══ Exercise input

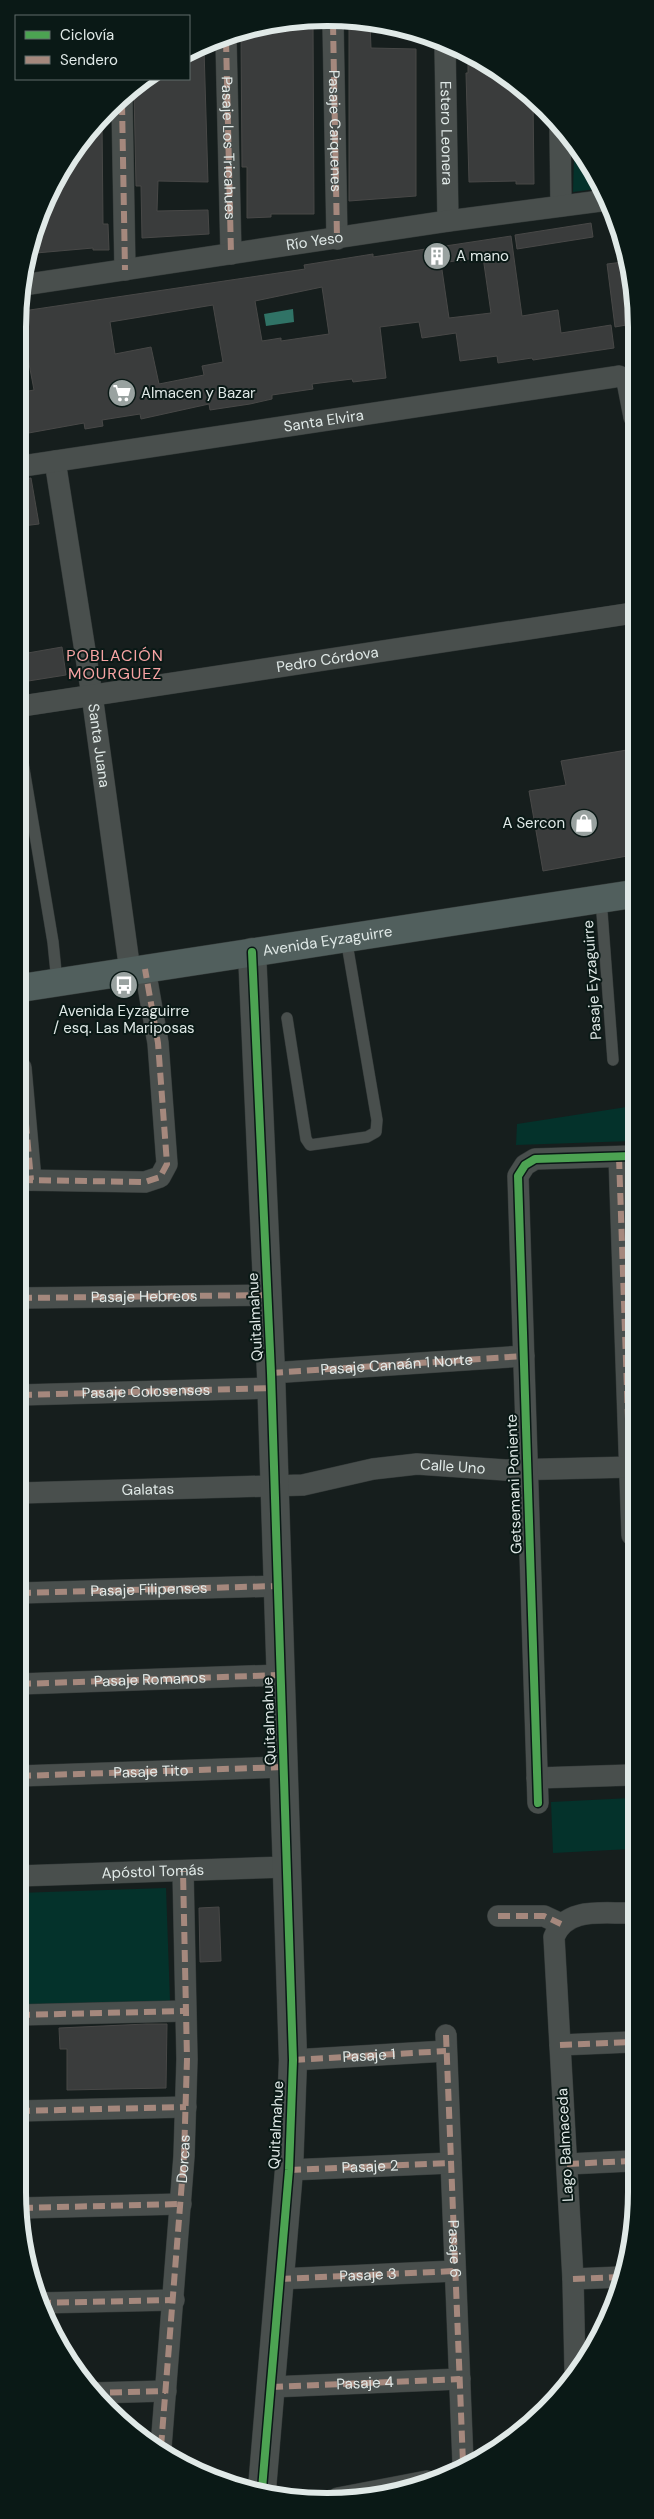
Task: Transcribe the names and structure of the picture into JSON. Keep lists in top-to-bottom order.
{
  "streets": {
    "main road": ["Avenida Eyzaguirre"],
    "street": [
      "Pasaje Caiquenes",
      "Estero Leonera",
      "Pasaje Los Tricahues",
      "Río Yeso",
      "Santa Elvira",
      "Pedro Córdova",
      "Santa Juana",
      "Pasaje Hebreos",
      "Quitalmahue",
      "Pasaje Canaán 1 Norte",
      "Pasaje Colosenses",
      "Calle Uno",
      "Getsemani Poniente",
      "Galatas",
      "Pasaje Filipenses",
      "Pasaje Romanos",
      "Pasaje Tito",
      "Apóstol Tomás",
      "Pasaje 1",
      "Lago Balmaceda",
      "Dorcas",
      "Pasaje 2",
      "Pasaje 6",
      "Pasaje 3",
      "Pasaje 4"
    ],
    "lane": ["Pasaje Eyzaguirre"]
  },
  "crossings": [
    ["Pasaje Caiquenes", "Río Yeso"],
    ["Estero Leonera", "Río Yeso"],
    ["Pasaje Los Tricahues", "Río Yeso"],
    ["Santa Elvira", "Santa Juana"],
    ["Pedro Córdova", "Santa Juana"],
    ["Santa Juana", "Avenida Eyzaguirre"],
    ["Avenida Eyzaguirre", "Pasaje Eyzaguirre"],
    ["Avenida Eyzaguirre", "Quitalmahue"],
    ["Pasaje Hebreos", "Quitalmahue"],
    ["Quitalmahue", "Pasaje Canaán 1 Norte"],
    ["Quitalmahue", "Pasaje Colosenses"],
    ["Quitalmahue", "Calle Uno"],
    ["Quitalmahue", "Galatas"],
    ["Quitalmahue", "Pasaje Filipenses"],
    ["Quitalmahue", "Pasaje Romanos"],
    ["Quitalmahue", "Pasaje Tito"],
    ["Quitalmahue", "Apóstol Tomás"],
    ["Quitalmahue", "Pasaje 1"],
    ["Quitalmahue", "Pasaje 2"],
    ["Quitalmahue", "Pasaje 3"],
    ["Quitalmahue", "Pasaje 4"],
    ["Pasaje Canaán 1 Norte", "Pasaje Colosenses"],
    ["Pasaje Canaán 1 Norte", "Getsemani Poniente"],
    ["Calle Uno", "Getsemani Poniente"],
    ["Calle Uno", "Galatas"],
    ["Apóstol Tomás", "Dorcas"],
    ["Pasaje 1", "Pasaje 6"],
    ["Pasaje 2", "Pasaje 6"],
    ["Pasaje 6", "Pasaje 3"],
    ["Pasaje 6", "Pasaje 4"]
  ],
  "districts": ["POBLACIÓN MOURGUEZ"],
  "places": {
    "building": ["A mano"],
    "supermarket": ["Almacen y Bazar"],
    "shop": ["A Sercon"],
    "bus stop": ["Avenida Eyzaguirre / esq. Las Mariposas"]
  },
  "legend": ["Ciclovía", "Sendero"]
}
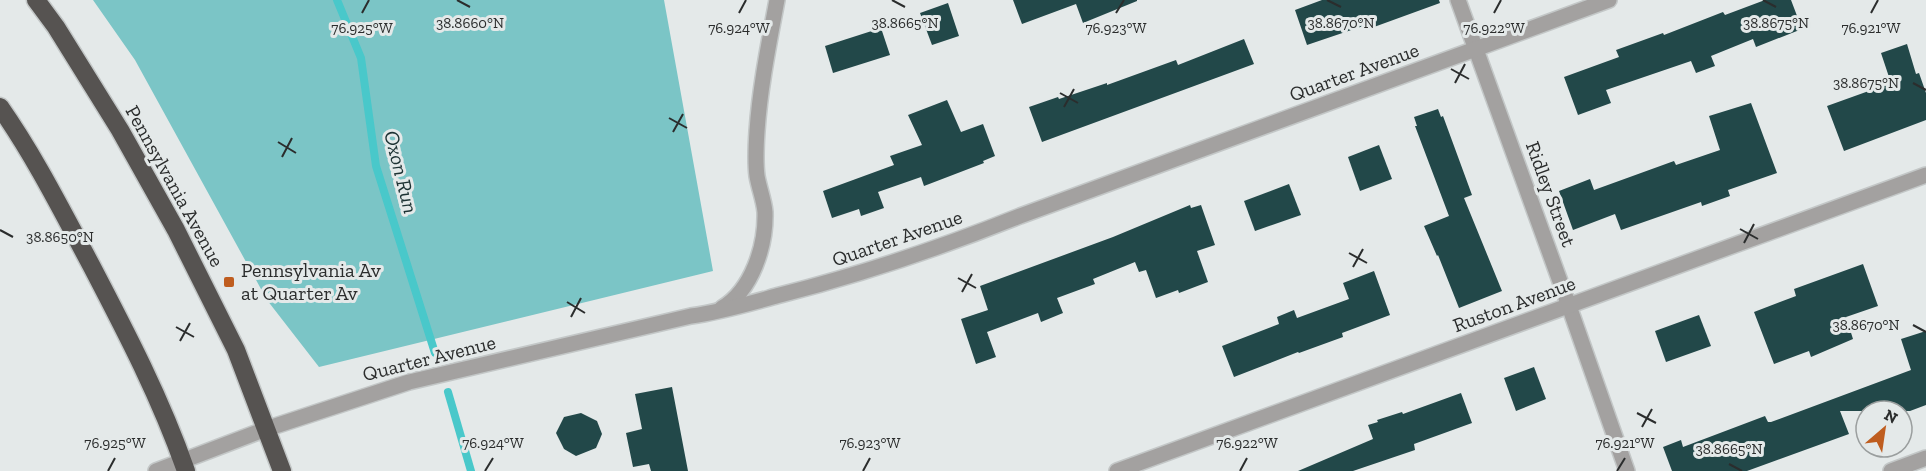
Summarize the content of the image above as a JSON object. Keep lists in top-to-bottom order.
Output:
{
  "streets": {
    "highway": ["Pennsylvania Avenue"],
    "street": ["Quarter Avenue", "Ridley Street", "Ruston Avenue"]
  },
  "crossings": [
    ["Quarter Avenue", "Pennsylvania Avenue"],
    ["Quarter Avenue", "Ridley Street"],
    ["Ridley Street", "Ruston Avenue"]
  ],
  "water": ["Oxon Run"],
  "places": {
    "transit": ["Pennsylvania Av at Quarter Av"]
  },
  "north": "top right",
  "coordinates": [
    "38.8660°N",
    "38.8665°N",
    "38.8670°N",
    "38.8675°N",
    "76.925°W",
    "76.924°W",
    "76.923°W",
    "76.922°W",
    "76.921°W",
    "38.8650°N"
  ]
}
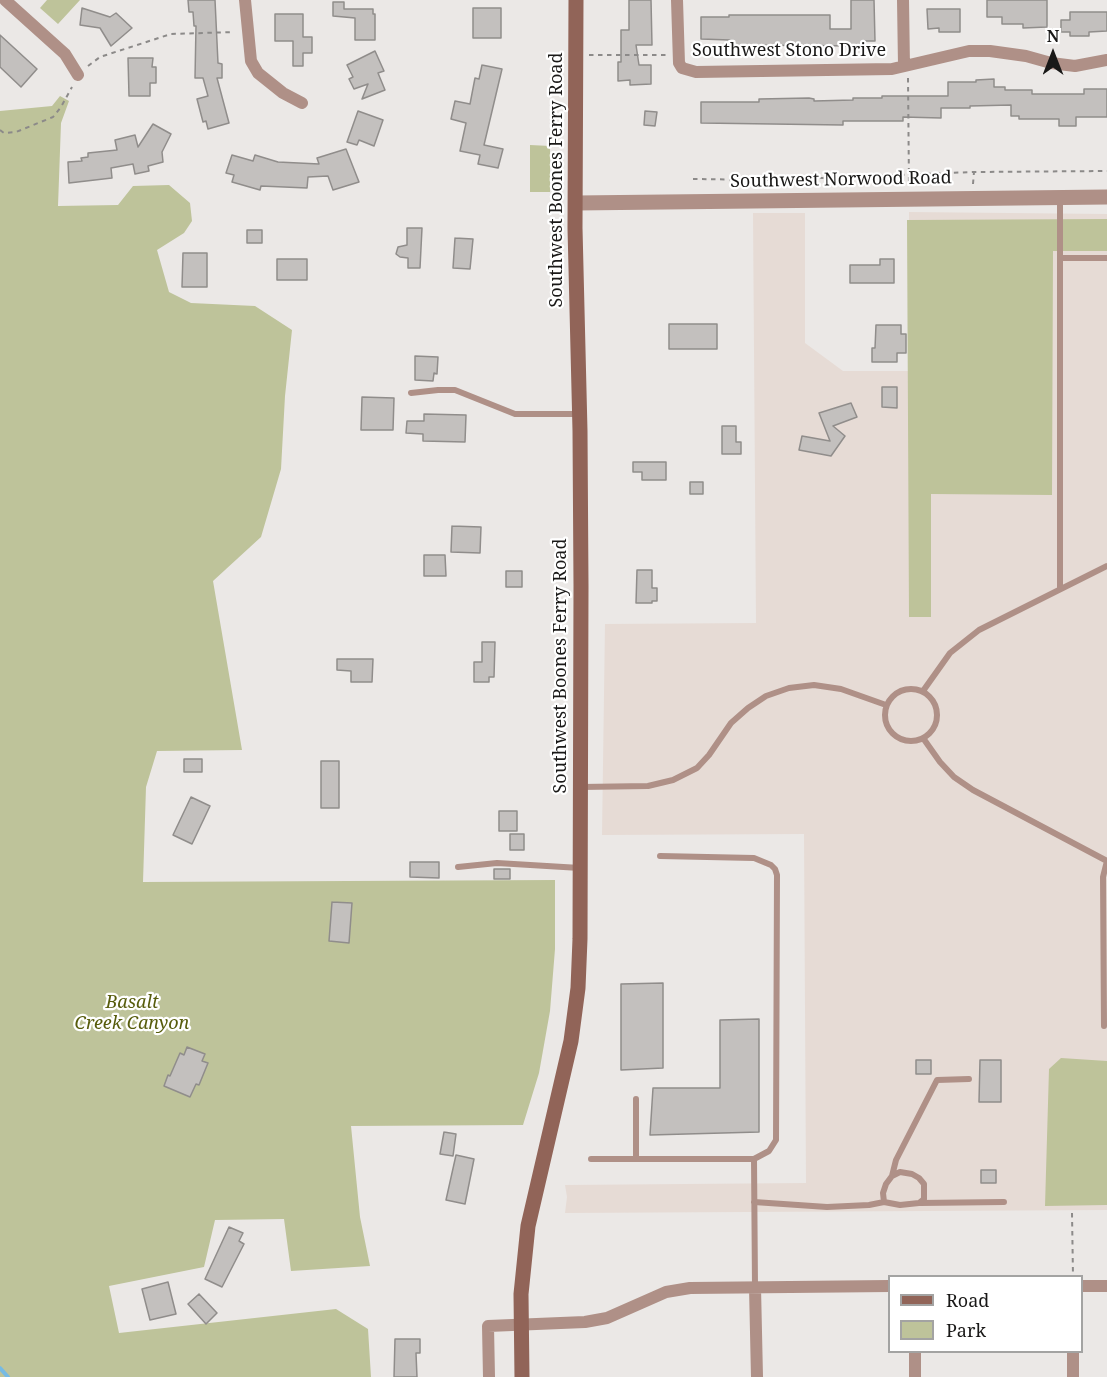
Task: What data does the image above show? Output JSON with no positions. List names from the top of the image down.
{
  "streets": {
    "main road": ["Southwest Boones Ferry Road"],
    "street": ["Southwest Stono Drive", "Southwest Norwood Road"]
  },
  "crossings": [
    ["Southwest Boones Ferry Road", "Southwest Norwood Road"]
  ],
  "parks": ["Basalt Creek Canyon"],
  "legend": ["Road", "Park"],
  "north": "top"
}
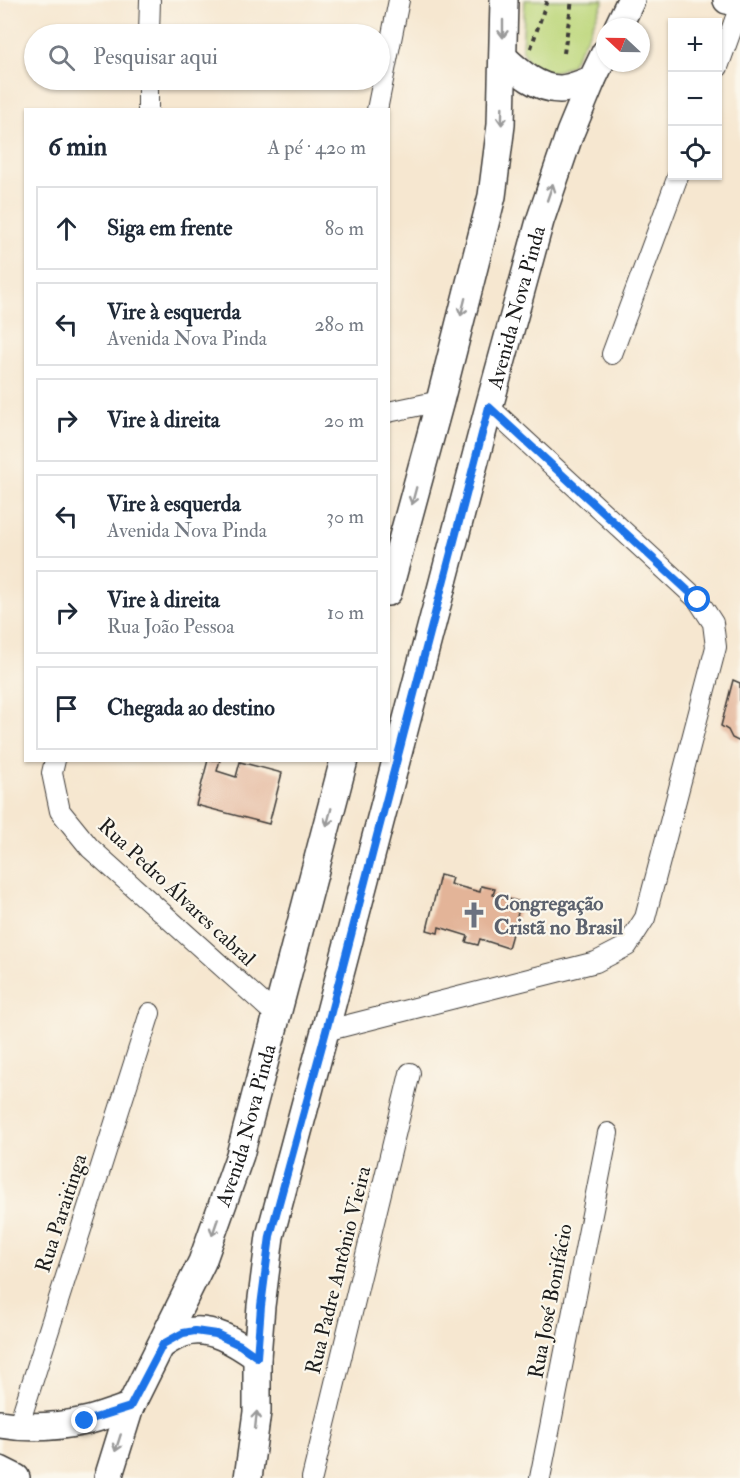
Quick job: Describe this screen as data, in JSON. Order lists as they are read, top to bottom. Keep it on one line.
{"streets":{"street":["Avenida Nova Pinda","Rua Pedro Álvares cabral","Rua Paraitinga","Rua Padre Antônio Vieira","Rua José Bonifácio"]},"crossings":[["Avenida Nova Pinda","Rua Pedro Álvares cabral"]],"places":{"church":["Congregação Cristã no Brasil"]},"north":"left","page":{"map_buttons":["+","−"],"search":"Pesquisar aqui","heading":["6 min","A pé · 420 m"],"list":[["Siga em frente","80 m"],["Vire à esquerda","Avenida Nova Pinda","280 m"],["Vire à direita","20 m"],["Vire à esquerda","Avenida Nova Pinda","30 m"],["Vire à direita","Rua João Pessoa","10 m"],"Chegada ao destino"]}}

════

#### Try it:
Find every line of the data that includes the string "Elvira". Copy each of those lines.

#### Response for this exercise:
      "Santa Elvira",
    ["Santa Elvira", "Santa Juana"],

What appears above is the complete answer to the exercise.